Source material
* * * * * * *

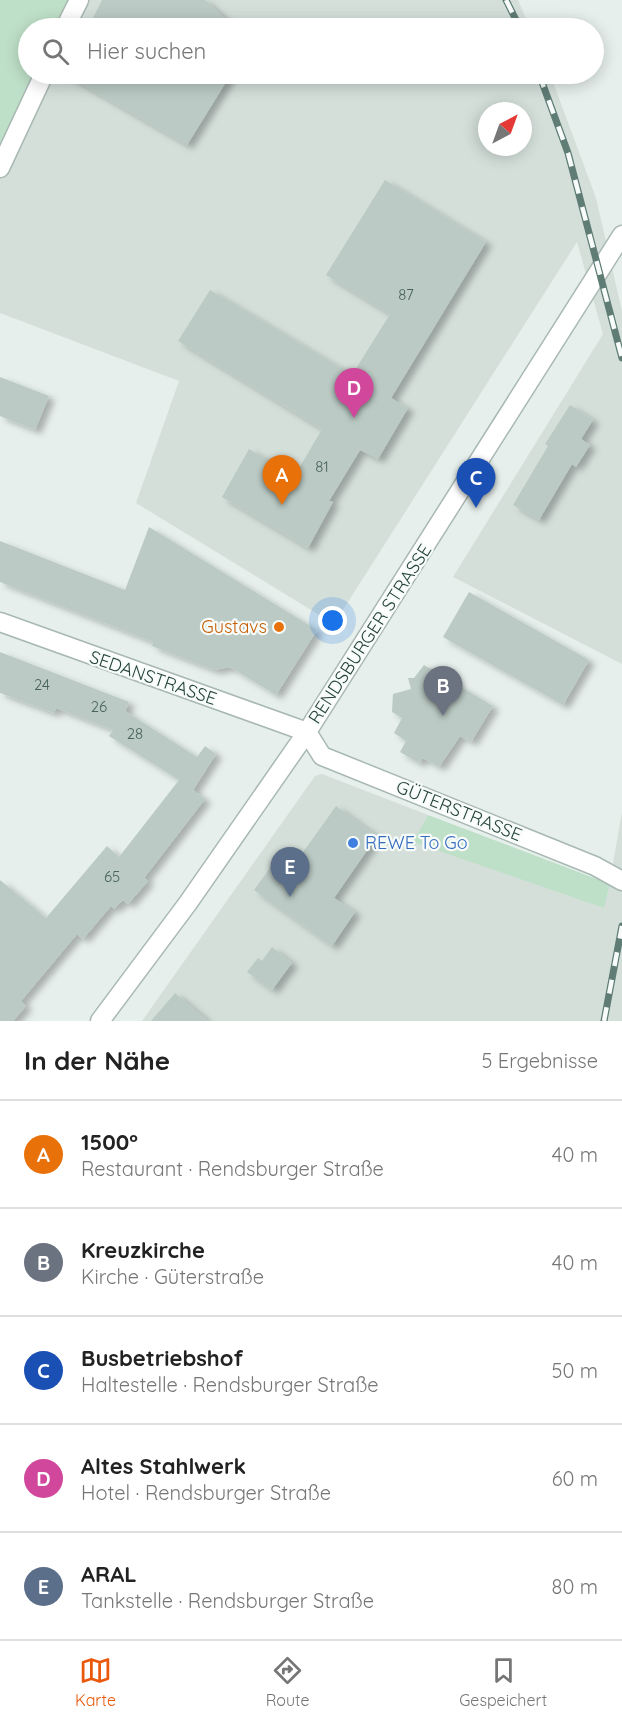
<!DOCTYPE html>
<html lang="de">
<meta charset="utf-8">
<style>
body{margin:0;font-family:Quicksand,sans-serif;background:#f2f2f2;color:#222}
.compass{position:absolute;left:478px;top:102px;width:54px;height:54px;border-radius:50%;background:#fff;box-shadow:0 3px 15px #0003;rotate:41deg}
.you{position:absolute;left:333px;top:621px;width:21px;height:21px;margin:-15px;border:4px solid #fff;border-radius:50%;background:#1a73e8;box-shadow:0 0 0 9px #1a73e833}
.badge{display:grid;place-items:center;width:39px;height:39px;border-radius:50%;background:#ea580c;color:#fff;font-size:20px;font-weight:700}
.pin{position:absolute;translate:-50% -50px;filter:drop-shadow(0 2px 3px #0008)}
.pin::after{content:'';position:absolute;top:32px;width:21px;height:18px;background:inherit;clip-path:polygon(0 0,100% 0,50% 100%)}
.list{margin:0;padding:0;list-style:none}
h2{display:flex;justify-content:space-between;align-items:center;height:78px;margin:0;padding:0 24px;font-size:26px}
h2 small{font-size:20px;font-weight:400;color:#767676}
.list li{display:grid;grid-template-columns:39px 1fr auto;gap:18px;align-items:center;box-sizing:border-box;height:108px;padding:0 24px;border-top:2px solid #e0e0e0}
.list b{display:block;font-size:22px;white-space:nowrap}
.list p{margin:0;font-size:20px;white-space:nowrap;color:#767676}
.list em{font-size:20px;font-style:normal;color:#767676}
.icon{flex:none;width:33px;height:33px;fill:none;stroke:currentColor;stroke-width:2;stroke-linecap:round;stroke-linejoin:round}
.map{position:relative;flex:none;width:622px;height:1021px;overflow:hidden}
.search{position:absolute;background:#fff;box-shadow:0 3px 15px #0003;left:18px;right:18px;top:18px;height:66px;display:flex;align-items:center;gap:15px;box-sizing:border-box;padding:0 21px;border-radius:33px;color:#767676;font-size:22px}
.sheet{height:618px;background:#fff}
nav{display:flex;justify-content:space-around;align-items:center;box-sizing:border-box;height:84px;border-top:2px solid #e0e0e0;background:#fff;font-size:16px;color:#767676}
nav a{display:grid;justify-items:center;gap:3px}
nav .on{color:#ea580c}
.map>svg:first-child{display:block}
</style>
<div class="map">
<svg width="622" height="1021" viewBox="0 0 622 1021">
<defs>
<filter id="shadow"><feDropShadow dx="6" dy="4" stdDeviation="3" flood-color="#0004"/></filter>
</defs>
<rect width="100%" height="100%" fill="#e6efeb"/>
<g fill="#d4dfda" fill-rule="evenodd">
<polygon points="79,0 518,0 530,28 65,28"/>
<path d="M44,74H550L596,198L622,311V664L453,577L603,334L577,242L334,624L136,503L179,381L0,313V168ZM487,111H523V147H487Z"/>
<polygon points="322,774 428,815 414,842 607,897 622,812 622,1021 142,1021 315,776"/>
</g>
<g fill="#bfe0c8">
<polygon points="0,0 79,0 65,28 28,28 28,74 44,74 0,168"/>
<polygon points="428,815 610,884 604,908 413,842"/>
</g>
<g fill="#bbcac4" filter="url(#shadow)">
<polygon points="102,0 205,0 235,28 88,28"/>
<polygon points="64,74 231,74 187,145"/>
<polygon points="385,180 486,242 391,398 408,408 378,459 360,450 329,501 333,502 308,548 222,497 249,449 294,477 322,429 178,341 210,290 352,375 390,314 326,275"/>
<polygon points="0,377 49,396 35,430 0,416"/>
<polygon points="570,405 593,420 581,439 590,445 576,467 572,464 539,520 513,505 548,446 545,444"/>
<polygon points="149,527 317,630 276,695 230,667 214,670 152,646 153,642 0,582 0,541 125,590"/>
<polygon points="469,592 589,660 563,705 443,637"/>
<polygon points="0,652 129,702 125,711 197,757 205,746 216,754 193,790 205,799 144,878 148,881 128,904 123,900 114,909 111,906 83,939 77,934 21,1001 26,1006 13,1021 0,1021 0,880 46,918 107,846 119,857 179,780 109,736 113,730 56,708 54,713 0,693"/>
<polygon points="424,665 493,706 471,742 460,736 439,767 423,758 419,763 400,752 406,741 394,733 402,718 392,712 393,694 411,689 408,678 414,678"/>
<polygon points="336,806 377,836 334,898 355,912 332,946 254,890 272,865 286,876"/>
<polygon points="272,947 292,963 272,990 247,972 258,958 262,961"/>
<polygon points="175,993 208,1021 151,1021"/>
</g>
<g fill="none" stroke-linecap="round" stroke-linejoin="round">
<g stroke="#a8b8b2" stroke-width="21">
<g id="minor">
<polyline points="65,28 79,0"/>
<polyline points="0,168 44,74"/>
<polyline points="0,622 307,732"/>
<polyline points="307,732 322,756 595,866 622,881"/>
<polyline points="100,1021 188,903 307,732 622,235"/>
</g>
</g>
<use href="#minor" stroke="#fff" stroke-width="18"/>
<g stroke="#5f7d75" stroke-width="7">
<g id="rail">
<polyline points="506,0 520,28"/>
<polyline points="539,74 568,153 622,358"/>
<polyline points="604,1021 622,926"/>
</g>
</g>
<use href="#rail" stroke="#f7fbf9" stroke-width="4.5" stroke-dasharray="14" stroke-linecap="butt"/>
</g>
<circle fill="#e8710a" stroke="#f7fbf9" stroke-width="2" cx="279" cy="627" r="6"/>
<circle fill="#3f7fe0" stroke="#f7fbf9" stroke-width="2" cx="353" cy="843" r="6"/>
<g text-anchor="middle" stroke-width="4.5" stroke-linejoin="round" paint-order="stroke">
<g font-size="15" fill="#4a645c">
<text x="406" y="300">87</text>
<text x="322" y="472">81</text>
<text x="42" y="690">24</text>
<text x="99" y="712">26</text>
<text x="135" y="739">28</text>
<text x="112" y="882">65</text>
</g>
<g font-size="18" fill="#c56008" stroke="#f7fbf9" text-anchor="end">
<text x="267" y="633">Gustavs</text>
</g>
<g font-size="18" fill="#24423a" stroke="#f7fbf9">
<text transform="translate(370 634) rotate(-57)" y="6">RENDSBURGER STRASSE</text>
<text transform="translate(153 678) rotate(19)" y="6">SEDANSTRASSE</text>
<text transform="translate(459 811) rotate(22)" y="6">GÜTERSTRASSE</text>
</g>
<g font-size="18" fill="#366cbe" stroke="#f7fbf9" text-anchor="start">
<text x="365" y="849">REWE To Go</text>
</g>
</g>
</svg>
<svg class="compass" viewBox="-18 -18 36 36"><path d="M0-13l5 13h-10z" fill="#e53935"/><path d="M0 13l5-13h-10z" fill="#767676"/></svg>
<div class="you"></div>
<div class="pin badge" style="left:282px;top:505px;background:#e8710a">A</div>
<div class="pin badge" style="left:443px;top:716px;background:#6b7280">B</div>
<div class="pin badge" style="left:476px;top:508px;background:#1a4fb4">C</div>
<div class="pin badge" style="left:354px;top:418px;background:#d1479c">D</div>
<div class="pin badge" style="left:290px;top:897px;background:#5c6f8a">E</div>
<div class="search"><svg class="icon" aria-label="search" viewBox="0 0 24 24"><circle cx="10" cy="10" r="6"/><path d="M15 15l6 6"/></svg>Hier suchen</div>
</div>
<section class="sheet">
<h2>In der Nähe<small>5 Ergebnisse</small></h2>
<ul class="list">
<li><span class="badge" style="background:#e8710a">A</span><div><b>1500°</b><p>Restaurant · Rendsburger Straße</p></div><em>40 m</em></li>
<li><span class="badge" style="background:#6b7280">B</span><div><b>Kreuzkirche</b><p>Kirche · Güterstraße</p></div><em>40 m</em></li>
<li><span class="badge" style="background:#1a4fb4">C</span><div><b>Busbetriebshof</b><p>Haltestelle · Rendsburger Straße</p></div><em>50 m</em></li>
<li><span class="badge" style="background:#d1479c">D</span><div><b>Altes Stahlwerk</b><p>Hotel · Rendsburger Straße</p></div><em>60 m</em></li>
<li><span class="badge" style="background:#5c6f8a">E</span><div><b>ARAL</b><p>Tankstelle · Rendsburger Straße</p></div><em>80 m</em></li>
</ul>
</section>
<nav>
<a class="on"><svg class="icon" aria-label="map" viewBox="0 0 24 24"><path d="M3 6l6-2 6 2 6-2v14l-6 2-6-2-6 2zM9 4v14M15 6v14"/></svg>Karte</a>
<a><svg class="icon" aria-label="directions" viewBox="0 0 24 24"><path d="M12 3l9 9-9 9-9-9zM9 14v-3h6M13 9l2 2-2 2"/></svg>Route</a>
<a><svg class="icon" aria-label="saved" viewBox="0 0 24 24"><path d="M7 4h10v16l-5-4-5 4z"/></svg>Gespeichert</a>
</nav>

* * * * * * *

What this task involves
Every line of the entries above that includes "solid" should be copied.

Exercise answer
.you{position:absolute;left:333px;top:621px;width:21px;height:21px;margin:-15px;border:4px solid #fff;border-radius:50%;background:#1a73e8;box-shadow:0 0 0 9px #1a73e833}
.list li{display:grid;grid-template-columns:39px 1fr auto;gap:18px;align-items:center;box-sizing:border-box;height:108px;padding:0 24px;border-top:2px solid #e0e0e0}
nav{display:flex;justify-content:space-around;align-items:center;box-sizing:border-box;height:84px;border-top:2px solid #e0e0e0;background:#fff;font-size:16px;color:#767676}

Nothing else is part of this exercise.